→ **THE PROBLEM**
Repeat the records. Match each character exactly.
-*-*-
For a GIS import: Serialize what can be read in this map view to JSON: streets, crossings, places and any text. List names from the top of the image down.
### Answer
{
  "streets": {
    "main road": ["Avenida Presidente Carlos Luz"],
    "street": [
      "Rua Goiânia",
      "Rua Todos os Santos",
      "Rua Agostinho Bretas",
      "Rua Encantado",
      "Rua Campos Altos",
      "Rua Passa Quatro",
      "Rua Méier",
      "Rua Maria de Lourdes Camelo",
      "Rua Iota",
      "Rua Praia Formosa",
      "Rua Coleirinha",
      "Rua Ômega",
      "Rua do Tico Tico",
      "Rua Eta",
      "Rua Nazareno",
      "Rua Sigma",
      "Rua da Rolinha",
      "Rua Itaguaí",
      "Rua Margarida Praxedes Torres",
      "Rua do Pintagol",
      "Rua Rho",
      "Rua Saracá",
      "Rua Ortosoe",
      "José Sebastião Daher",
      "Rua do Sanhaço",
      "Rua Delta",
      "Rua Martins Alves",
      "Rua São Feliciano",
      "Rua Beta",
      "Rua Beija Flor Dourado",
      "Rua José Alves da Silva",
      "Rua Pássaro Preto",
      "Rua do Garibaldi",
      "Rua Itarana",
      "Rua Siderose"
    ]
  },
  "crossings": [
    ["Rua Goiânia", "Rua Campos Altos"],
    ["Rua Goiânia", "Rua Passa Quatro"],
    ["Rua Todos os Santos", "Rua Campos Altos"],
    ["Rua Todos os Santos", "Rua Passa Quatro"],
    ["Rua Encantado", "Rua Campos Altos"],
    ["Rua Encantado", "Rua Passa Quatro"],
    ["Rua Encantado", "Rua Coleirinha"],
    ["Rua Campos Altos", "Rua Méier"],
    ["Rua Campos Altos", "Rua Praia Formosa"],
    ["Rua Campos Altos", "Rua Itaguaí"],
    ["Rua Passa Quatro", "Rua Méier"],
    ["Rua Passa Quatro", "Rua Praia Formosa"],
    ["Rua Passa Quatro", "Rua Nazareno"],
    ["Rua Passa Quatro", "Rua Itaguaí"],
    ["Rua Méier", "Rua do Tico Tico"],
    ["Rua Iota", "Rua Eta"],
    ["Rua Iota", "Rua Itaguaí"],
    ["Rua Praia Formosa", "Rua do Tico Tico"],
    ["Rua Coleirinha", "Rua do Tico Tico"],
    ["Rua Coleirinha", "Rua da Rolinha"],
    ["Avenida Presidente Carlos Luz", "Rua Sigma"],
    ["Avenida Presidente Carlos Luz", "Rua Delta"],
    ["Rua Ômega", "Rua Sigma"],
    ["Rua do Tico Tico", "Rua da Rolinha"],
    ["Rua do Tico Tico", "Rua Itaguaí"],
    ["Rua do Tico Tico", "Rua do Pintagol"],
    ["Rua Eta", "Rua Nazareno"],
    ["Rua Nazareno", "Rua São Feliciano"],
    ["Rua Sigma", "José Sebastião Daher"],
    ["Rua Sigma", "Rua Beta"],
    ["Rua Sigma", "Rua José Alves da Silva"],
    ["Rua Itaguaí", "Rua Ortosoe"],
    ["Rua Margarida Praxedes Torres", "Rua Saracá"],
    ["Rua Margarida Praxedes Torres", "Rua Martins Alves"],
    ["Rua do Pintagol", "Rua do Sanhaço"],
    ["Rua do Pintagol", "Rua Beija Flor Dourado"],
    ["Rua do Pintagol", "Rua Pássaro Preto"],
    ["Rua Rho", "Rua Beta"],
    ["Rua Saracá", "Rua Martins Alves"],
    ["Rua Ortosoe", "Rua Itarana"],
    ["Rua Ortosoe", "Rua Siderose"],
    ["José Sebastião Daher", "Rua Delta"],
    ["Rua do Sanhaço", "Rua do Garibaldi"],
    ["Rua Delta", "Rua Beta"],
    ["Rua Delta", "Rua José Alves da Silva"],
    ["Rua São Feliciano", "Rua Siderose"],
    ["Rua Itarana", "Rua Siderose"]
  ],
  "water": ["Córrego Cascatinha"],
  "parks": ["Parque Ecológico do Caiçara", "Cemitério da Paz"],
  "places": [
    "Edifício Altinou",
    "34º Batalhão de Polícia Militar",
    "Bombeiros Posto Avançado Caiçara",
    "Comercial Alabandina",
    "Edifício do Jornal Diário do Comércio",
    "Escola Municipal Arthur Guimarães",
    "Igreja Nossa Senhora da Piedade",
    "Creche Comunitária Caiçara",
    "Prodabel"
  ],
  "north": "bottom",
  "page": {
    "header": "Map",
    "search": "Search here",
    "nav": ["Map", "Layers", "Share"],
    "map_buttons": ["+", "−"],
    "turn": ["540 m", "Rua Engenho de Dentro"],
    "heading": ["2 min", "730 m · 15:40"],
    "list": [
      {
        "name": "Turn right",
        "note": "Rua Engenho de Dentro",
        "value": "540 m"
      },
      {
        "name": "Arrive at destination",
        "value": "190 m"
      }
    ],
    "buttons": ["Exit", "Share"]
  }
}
-*-*-
→ **SOLUTION FOR THIS PROBLEM**
For a GIS import: Serialize what can be read in this map view to JSON: streets, crossings, places and any text. List names from the top of the image down.
### Answer
{
  "streets": {
    "main road": ["Avenida Presidente Carlos Luz"],
    "street": [
      "Rua Goiânia",
      "Rua Todos os Santos",
      "Rua Agostinho Bretas",
      "Rua Encantado",
      "Rua Campos Altos",
      "Rua Passa Quatro",
      "Rua Méier",
      "Rua Maria de Lourdes Camelo",
      "Rua Iota",
      "Rua Praia Formosa",
      "Rua Coleirinha",
      "Rua Ômega",
      "Rua do Tico Tico",
      "Rua Eta",
      "Rua Nazareno",
      "Rua Sigma",
      "Rua da Rolinha",
      "Rua Itaguaí",
      "Rua Margarida Praxedes Torres",
      "Rua do Pintagol",
      "Rua Rho",
      "Rua Saracá",
      "Rua Ortosoe",
      "José Sebastião Daher",
      "Rua do Sanhaço",
      "Rua Delta",
      "Rua Martins Alves",
      "Rua São Feliciano",
      "Rua Beta",
      "Rua Beija Flor Dourado",
      "Rua José Alves da Silva",
      "Rua Pássaro Preto",
      "Rua do Garibaldi",
      "Rua Itarana",
      "Rua Siderose"
    ]
  },
  "crossings": [
    ["Rua Goiânia", "Rua Campos Altos"],
    ["Rua Goiânia", "Rua Passa Quatro"],
    ["Rua Todos os Santos", "Rua Campos Altos"],
    ["Rua Todos os Santos", "Rua Passa Quatro"],
    ["Rua Encantado", "Rua Campos Altos"],
    ["Rua Encantado", "Rua Passa Quatro"],
    ["Rua Encantado", "Rua Coleirinha"],
    ["Rua Campos Altos", "Rua Méier"],
    ["Rua Campos Altos", "Rua Praia Formosa"],
    ["Rua Campos Altos", "Rua Itaguaí"],
    ["Rua Passa Quatro", "Rua Méier"],
    ["Rua Passa Quatro", "Rua Praia Formosa"],
    ["Rua Passa Quatro", "Rua Nazareno"],
    ["Rua Passa Quatro", "Rua Itaguaí"],
    ["Rua Méier", "Rua do Tico Tico"],
    ["Rua Iota", "Rua Eta"],
    ["Rua Iota", "Rua Itaguaí"],
    ["Rua Praia Formosa", "Rua do Tico Tico"],
    ["Rua Coleirinha", "Rua do Tico Tico"],
    ["Rua Coleirinha", "Rua da Rolinha"],
    ["Avenida Presidente Carlos Luz", "Rua Sigma"],
    ["Avenida Presidente Carlos Luz", "Rua Delta"],
    ["Rua Ômega", "Rua Sigma"],
    ["Rua do Tico Tico", "Rua da Rolinha"],
    ["Rua do Tico Tico", "Rua Itaguaí"],
    ["Rua do Tico Tico", "Rua do Pintagol"],
    ["Rua Eta", "Rua Nazareno"],
    ["Rua Nazareno", "Rua São Feliciano"],
    ["Rua Sigma", "José Sebastião Daher"],
    ["Rua Sigma", "Rua Beta"],
    ["Rua Sigma", "Rua José Alves da Silva"],
    ["Rua Itaguaí", "Rua Ortosoe"],
    ["Rua Margarida Praxedes Torres", "Rua Saracá"],
    ["Rua Margarida Praxedes Torres", "Rua Martins Alves"],
    ["Rua do Pintagol", "Rua do Sanhaço"],
    ["Rua do Pintagol", "Rua Beija Flor Dourado"],
    ["Rua do Pintagol", "Rua Pássaro Preto"],
    ["Rua Rho", "Rua Beta"],
    ["Rua Saracá", "Rua Martins Alves"],
    ["Rua Ortosoe", "Rua Itarana"],
    ["Rua Ortosoe", "Rua Siderose"],
    ["José Sebastião Daher", "Rua Delta"],
    ["Rua do Sanhaço", "Rua do Garibaldi"],
    ["Rua Delta", "Rua Beta"],
    ["Rua Delta", "Rua José Alves da Silva"],
    ["Rua São Feliciano", "Rua Siderose"],
    ["Rua Itarana", "Rua Siderose"]
  ],
  "water": ["Córrego Cascatinha"],
  "parks": ["Parque Ecológico do Caiçara", "Cemitério da Paz"],
  "places": [
    "Edifício Altinou",
    "34º Batalhão de Polícia Militar",
    "Bombeiros Posto Avançado Caiçara",
    "Comercial Alabandina",
    "Edifício do Jornal Diário do Comércio",
    "Escola Municipal Arthur Guimarães",
    "Igreja Nossa Senhora da Piedade",
    "Creche Comunitária Caiçara",
    "Prodabel"
  ],
  "north": "bottom",
  "page": {
    "header": "Map",
    "search": "Search here",
    "nav": ["Map", "Layers", "Share"],
    "map_buttons": ["+", "−"],
    "turn": ["540 m", "Rua Engenho de Dentro"],
    "heading": ["2 min", "730 m · 15:40"],
    "list": [
      {
        "name": "Turn right",
        "note": "Rua Engenho de Dentro",
        "value": "540 m"
      },
      {
        "name": "Arrive at destination",
        "value": "190 m"
      }
    ],
    "buttons": ["Exit", "Share"]
  }
}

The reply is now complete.